He wore the casual dress of a business traveler, comfortable with the anonymity it provided. Of course, he also had a false passport and altered appearance. Most observers would remember dyed-gray hair, stylish wire-rimmed glasses, and the cane he used when he moved, if they remembered anything at all.
His private jet would have been faster and more comfortable, but it could be tracked. At this stage, he didn’t want anyone to know where he was going or who he was meeting. Especially not the man he was meeting.
David Barak was known as Malik, or the Leader, to his followers. They knew him by no other name. He was traveling to meet the man coordinating the war against the West from the Tri-Border Area of South America.

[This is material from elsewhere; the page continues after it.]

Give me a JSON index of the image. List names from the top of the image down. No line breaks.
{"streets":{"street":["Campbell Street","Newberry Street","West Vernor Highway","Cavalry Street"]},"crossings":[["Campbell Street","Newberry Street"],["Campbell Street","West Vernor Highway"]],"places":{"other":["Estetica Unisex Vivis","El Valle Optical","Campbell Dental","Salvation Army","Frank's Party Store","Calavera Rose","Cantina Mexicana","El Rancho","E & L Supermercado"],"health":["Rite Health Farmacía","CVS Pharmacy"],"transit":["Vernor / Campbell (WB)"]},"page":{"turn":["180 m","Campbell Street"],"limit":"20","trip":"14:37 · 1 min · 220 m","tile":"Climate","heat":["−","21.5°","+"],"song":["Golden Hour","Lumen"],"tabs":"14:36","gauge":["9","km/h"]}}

Of the three-quarters of a million residents there, more than twenty-five thousand were Arabs. In that number, a significant number of jihadists and international terrorist organizations were represented.

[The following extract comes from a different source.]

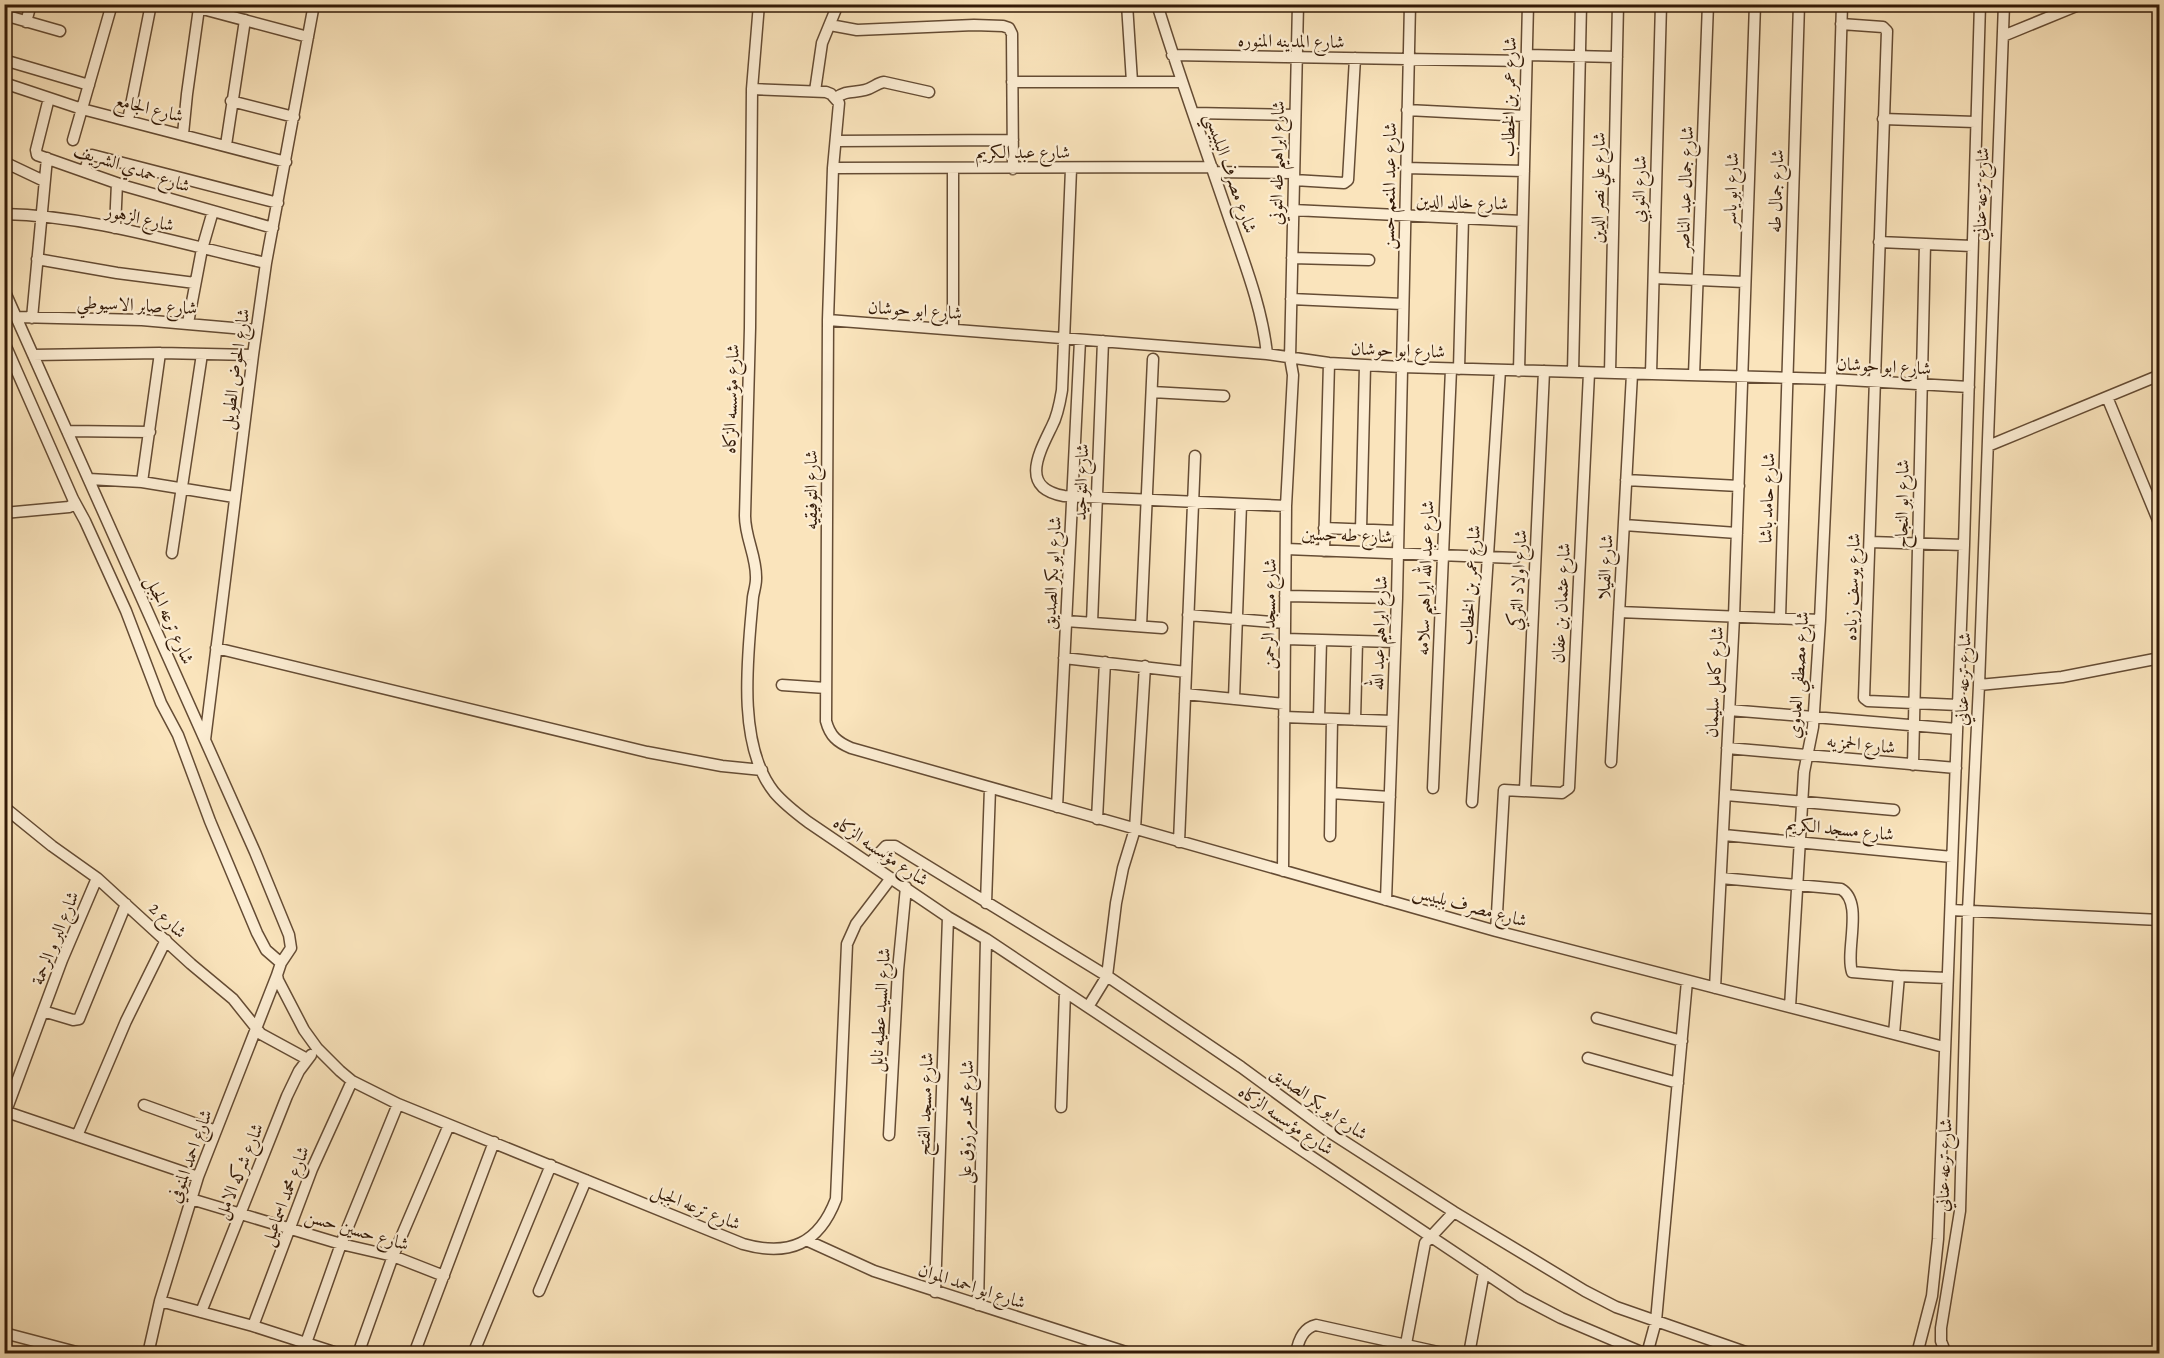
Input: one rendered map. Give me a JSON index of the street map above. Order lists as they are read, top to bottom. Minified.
{"streets":{"street":["شارع المدينه المنوره","شارع عمر بن الخطاب","شارع الجامع","شارع عبد الكريم","شارع ابراهيم طه التوني","شارع حمدي الشريف","شارع مصرف البلبيسي","شارع عبد المنعم حسن","شارع علي نصر الدين","شارع النوبي","شارع جمال عبد الناصر","شارع ابو ياسر","شارع جمال طه","شارع ترعه عناني","شارع خالد الدين","شارع الزهور","شارع صابر الاسيوطي","شارع ابو حوشان","شارع الحوض الطويل","شارع مؤسسه الزكاه","شارع التوحيد","شارع التوفيقيه","شارع حامد باشا","شارع ابو النجاح","شارع طه حسين","شارع الفيلا","شارع ابو بكر الصديق","شارع عبد الله ابراهيم سلامه","شارع اولاد التركي","شارع يوسف زياده","شارع عثمان بن عفان","شارع مسجد الرحمن","شارع ترعه الجبل","شارع ابراهيم عبد الله","شارع مصطفي العدوي","شارع كامل سليمان","شارع الحمزيه","شارع مسجد الكريم","شارع مصرف بلبيس","شارع 2","شارع البر و الرحمة","شارع السيد عطيه نايل","شارع مسجد الفتح","شارع محمد مرزوق على","شارع احمد المنوفي","شارع شركه الامل","شارع محمد اسماعيل","شارع حسين حسن","شارع ابو احمد الموان"]},"crossings":[["شارع المدينه المنوره","شارع عمر بن الخطاب"],["شارع المدينه المنوره","شارع عبد الكريم"],["شارع المدينه المنوره","شارع ابراهيم طه التوني"],["شارع المدينه المنوره","شارع مصرف البلبيسي"],["شارع المدينه المنوره","شارع عبد المنعم حسن"],["شارع المدينه المنوره","شارع علي نصر الدين"],["شارع عمر بن الخطاب","شارع خالد الدين"],["شارع عمر بن الخطاب","شارع ابو حوشان"],["شارع عمر بن الخطاب","شارع طه حسين"],["شارع الجامع","شارع حمدي الشريف"],["شارع الجامع","شارع الحوض الطويل"],["شارع عبد الكريم","شارع ابراهيم طه التوني"],["شارع عبد الكريم","شارع مصرف البلبيسي"],["شارع عبد الكريم","شارع التوفيقيه"],["شارع ابراهيم طه التوني","شارع خالد الدين"],["شارع ابراهيم طه التوني","شارع ابو حوشان"],["شارع ابراهيم طه التوني","شارع مسجد الرحمن"],["شارع حمدي الشريف","شارع الحوض الطويل"],["شارع مصرف البلبيسي","شارع ابو حوشان"],["شارع عبد المنعم حسن","شارع خالد الدين"],["شارع عبد المنعم حسن","شارع ابو حوشان"],["شارع عبد المنعم حسن","شارع ابراهيم عبد الله"],["شارع علي نصر الدين","شارع ابو حوشان"],["شارع النوبي","شارع ابو حوشان"],["شارع جمال عبد الناصر","شارع ابو حوشان"],["شارع ابو ياسر","شارع ابو حوشان"],["شارع ابو ياسر","شارع كامل سليمان"],["شارع جمال طه","شارع ابو حوشان"],["شارع جمال طه","شارع حامد باشا"],["شارع ترعه عناني","شارع ابو حوشان"],["شارع ترعه عناني","شارع يوسف زياده"],["شارع ترعه عناني","شارع الحمزيه"],["شارع ترعه عناني","شارع مسجد الكريم"],["شارع ترعه عناني","شارع مصرف بلبيس"],["شارع خالد الدين","شارع عبد الله ابراهيم سلامه"],["شارع الزهور","شارع الحوض الطويل"],["شارع صابر الاسيوطي","شارع الحوض الطويل"],["شارع صابر الاسيوطي","شارع ترعه الجبل"],["شارع ابو حوشان","شارع التوحيد"],["شارع ابو حوشان","شارع التوفيقيه"],["شارع ابو حوشان","شارع حامد باشا"],["شارع ابو حوشان","شارع ابو النجاح"],["شارع ابو حوشان","شارع الفيلا"],["شارع ابو حوشان","شارع ابو بكر الصديق"],["شارع ابو حوشان","شارع عبد الله ابراهيم سلامه"],["شارع ابو حوشان","شارع اولاد التركي"],["شارع ابو حوشان","شارع يوسف زياده"],["شارع ابو حوشان","شارع عثمان بن عفان"],["شارع ابو حوشان","شارع مسجد الرحمن"],["شارع ابو حوشان","شارع ابراهيم عبد الله"],["شارع ابو حوشان","شارع مصطفي العدوي"],["شارع ابو حوشان","شارع كامل سليمان"],["شارع الحوض الطويل","شارع ترعه الجبل"],["شارع مؤسسه الزكاه","شارع ابو بكر الصديق"],["شارع مؤسسه الزكاه","شارع ترعه الجبل"],["شارع مؤسسه الزكاه","شارع السيد عطيه نايل"],["شارع مؤسسه الزكاه","شارع مسجد الفتح"],["شارع مؤسسه الزكاه","شارع محمد مرزوق على"],["شارع التوفيقيه","شارع مصرف بلبيس"],["شارع ابو النجاح","شارع يوسف زياده"],["شارع ابو النجاح","شارع الحمزيه"],["شارع طه حسين","شارع عبد الله ابراهيم سلامه"],["شارع طه حسين","شارع مسجد الرحمن"],["شارع طه حسين","شارع ابراهيم عبد الله"],["شارع ابو بكر الصديق","شارع مصرف بلبيس"],["شارع اولاد التركي","شارع عثمان بن عفان"],["شارع يوسف زياده","شارع مصطفي العدوي"],["شارع مسجد الرحمن","شارع مصرف بلبيس"],["شارع ترعه الجبل","شارع احمد المنوفي"],["شارع ترعه الجبل","شارع شركه الامل"],["شارع ترعه الجبل","شارع محمد اسماعيل"],["شارع ترعه الجبل","شارع ابو احمد الموان"],["شارع ابراهيم عبد الله","شارع مصرف بلبيس"],["شارع مصطفي العدوي","شارع الحمزيه"],["شارع مصطفي العدوي","شارع مسجد الكريم"],["شارع مصطفي العدوي","شارع مصرف بلبيس"],["شارع كامل سليمان","شارع الحمزيه"],["شارع كامل سليمان","شارع مسجد الكريم"],["شارع كامل سليمان","شارع مصرف بلبيس"],["شارع 2","شارع البر و الرحمة"],["شارع 2","شارع احمد المنوفي"],["شارع 2","شارع شركه الامل"],["شارع مسجد الفتح","شارع ابو احمد الموان"],["شارع محمد مرزوق على","شارع ابو احمد الموان"],["شارع احمد المنوفي","شارع حسين حسن"],["شارع شركه الامل","شارع حسين حسن"],["شارع محمد اسماعيل","شارع حسين حسن"]]}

Western intelligence hadn’t been able to identify all the players in the TBA because it was a wild frontier, for the most part lawless. The various agencies knew the cartel and jihadist organizations were getting along, or at least cooperating with each other in unusual ways. The reason, Barak knew, was that one entity, known as the “Alliance,” coordinated the efforts of the cartels and the worldwide Islamist jihad for their mutual benefit. It also took a healthy profit for doing so, but it was deserved.
Barak took a glass of champagne from the first-class attendant and considered what little he knew about the upcoming meeting. The encrypted message from his sponsors simply directed him to the island of Aruba and a villa on the eastern shore. There, he was to meet a man who would identify himself only as Ryan. He was instructed to brief the man on plans he’d been putting in place for twenty-five years. Actually, longer than that if you counted all the years since he’d decided to become a warrior. That was two days after his eleventh birthday, when his father had been hunted down and assassinated. The Jews had learned of his father’s close relationship with the Grand Mufti of Jerusalem, the head of Hitler’s SS Muslim Panzar Division in World War II, and had sent a team of young Israelis to kill him. Barak had vowed his revenge on the Jews.
His father had fled to Egypt after WWII. He lived under the protection of Gamal Abdul Nasser, until the Jews tracked him down. He had worked with the Mufti to plan the liquidation of the Jewish population in the Middle East after Hitler won the war. Those participants the Jews found, they killed, often in front of their families. Barak remembered. He had watched his father, on his knees in the street in front of their home, still cursing the Jews when he was executed. He would never forget. It was a memory he kept alive each night, as part of his evening prayers.
With the help of the Muslim Brotherhood, his mother fled to France and opened a small village bakery. A lot of Arabs were in France after the war, and Barak assimilated easily and did well in school. After de Gaulle rose to power, France reached out to the Middle East to assist it in limiting the powers of Russia and America. Barak was soon courted by the military for service in its special operation forces. His ethnicity and physical prowess were factors, of course, as well as his reputation for a fierce determination to win at any cost. While still in secondary school, his red flags playing soccer were legendary.
After the selection process and recruit training, he was given specialized training to work with foreign local forces that France wanted to support militarily, especially in the Middle East. Colonialism was a thing of the past, but providing the assistance of its Quiet Professionals, as its special forces were known, often reaped some of the same benefits.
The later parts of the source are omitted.